Monday, January 26, 2015

The Editor Who Came to Dinner

Among your favorite stage plays, one in particular surprises you with its direct relevance today.  You first saw this stage play in its motion picture form, when your age had barely reached double digits.

You were amused enough then to be satisfied, where, alas to say, you let the matter rest.  There was no way you could have, at the time, made use of the how and why of your amusement.  Such things need to be filtered through years of experience, where setbacks, reversals, and highways with pot holes proliferate.

The stage play of your enthusiasm was a collaboration between George S. Kaufman and Moss Hart, The Man Who Came to Dinner, which has not only remained fresh over the years since its birth, it has fulfilled an unanticipated destiny of its title becoming a metaphor to rank alongside The Trojan Horse as a meme for an unwanted guest.

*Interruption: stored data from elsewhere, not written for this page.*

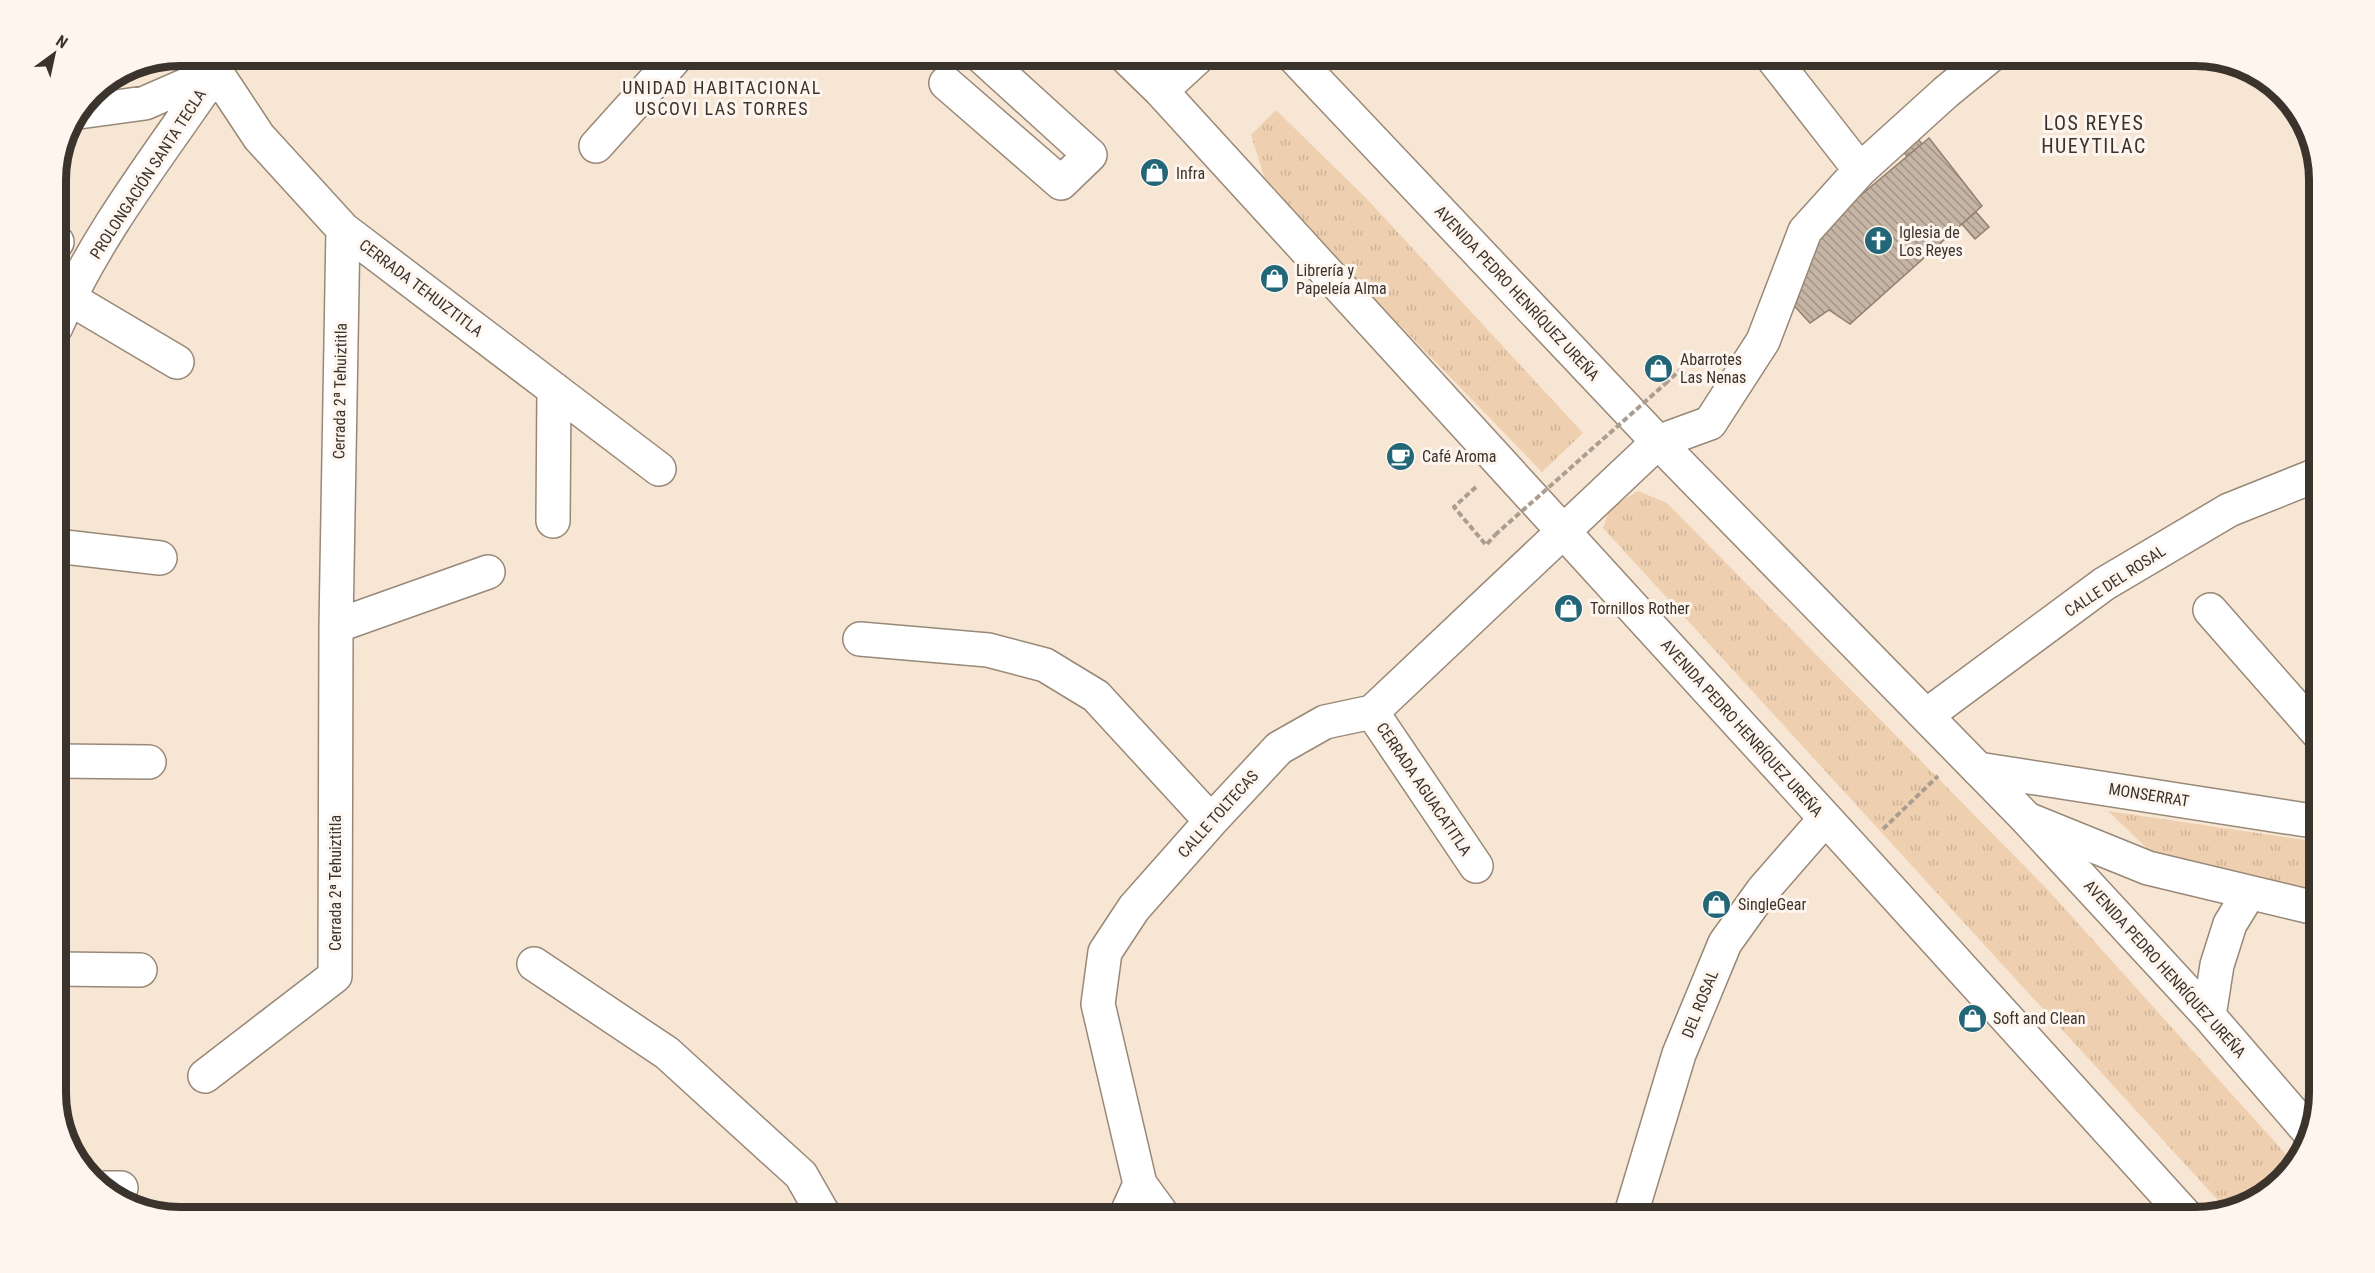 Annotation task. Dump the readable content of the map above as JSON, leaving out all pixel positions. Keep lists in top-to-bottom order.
{
  "streets": {
    "street": [
      "PROLONGACIÓN SANTA TECLA",
      "CERRADA TEHUIZTITLA",
      "AVENIDA PEDRO HENRÍQUEZ UREÑA",
      "Cerrada 2ª Tehuiztitla",
      "CALLE DEL ROSAL",
      "CERRADA AGUACATITLA",
      "MONSERRAT",
      "CALLE TOLTECAS",
      "DEL ROSAL"
    ]
  },
  "crossings": [
    ["CERRADA TEHUIZTITLA", "Cerrada 2ª Tehuiztitla"],
    ["AVENIDA PEDRO HENRÍQUEZ UREÑA", "CALLE DEL ROSAL"],
    ["AVENIDA PEDRO HENRÍQUEZ UREÑA", "MONSERRAT"],
    ["AVENIDA PEDRO HENRÍQUEZ UREÑA", "DEL ROSAL"],
    ["CERRADA AGUACATITLA", "CALLE TOLTECAS"]
  ],
  "districts": ["UNIDAD HABITACIONAL USCOVI LAS TORRES", "LOS REYES HUEYTILAC"],
  "places": {
    "shop": [
      "Infra",
      "Librería y Papeleía Alma",
      "Abarrotes Las Nenas",
      "Tornillos Rother",
      "SingleGear",
      "Soft and Clean"
    ],
    "church": ["Iglesia de Los Reyes"],
    "cafe": ["Café Aroma"]
  },
  "north": "top right"
}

Sheridan Whiteside, the eponymous man, who indeed comes to dinner, is a cantankerous and acerbic critic, often thought to have been drawn from the real life person of Alexander Woolcott (1887--1943), himself a critic, writer, and general wasp, known for his rapier wit and tongue.  

Within the acts of the play where he appears, Whiteside, on a lecture tour, accepts an invitation for dinner at the home of an Ohio couple.  He subsequently slips on the ice, breaks a leg, and is forced to stay with his hosts until he can become more mobile.

An emphatic, some may say vindictive, control freak, Whiteside proceeds to wreak merry hell among the lives of those about him.  This is a basic dramatic situation, as you came, through the years, to recognize.  Because of the extreme forces radiating from Whiteside, the Kaufman-Hart play, the character of Whiteside, and all attendant implications attached to these elements, you are often reminded of your own visitor, whom you have taken to thinking of as The Editor Who Came to Dinner.

Although you should give your character a name, you have yet to do so, thinking him variously as Him, The Man, The Editor, and Your Inner Editor.  Over the years of your association, you've come to attach each of the qualities you've assigned to Whiteside and Woolcott.  Acerbic?  Yes.  Cantankerous?  For a certainty. Control freak?  By all means.  And so the attributions go.

You were a bit surprised when your Inner Editor arrived today; you'd not been expecting him, hadn't heard a peep out of him for some time, producing work you were neither ecstatic about nor in despair of its coherence.  True enough, you've been a bit scattered, working on a variety of things, moving at seeming whim from one to the next, but in mitigation feeling comfortable about all of them.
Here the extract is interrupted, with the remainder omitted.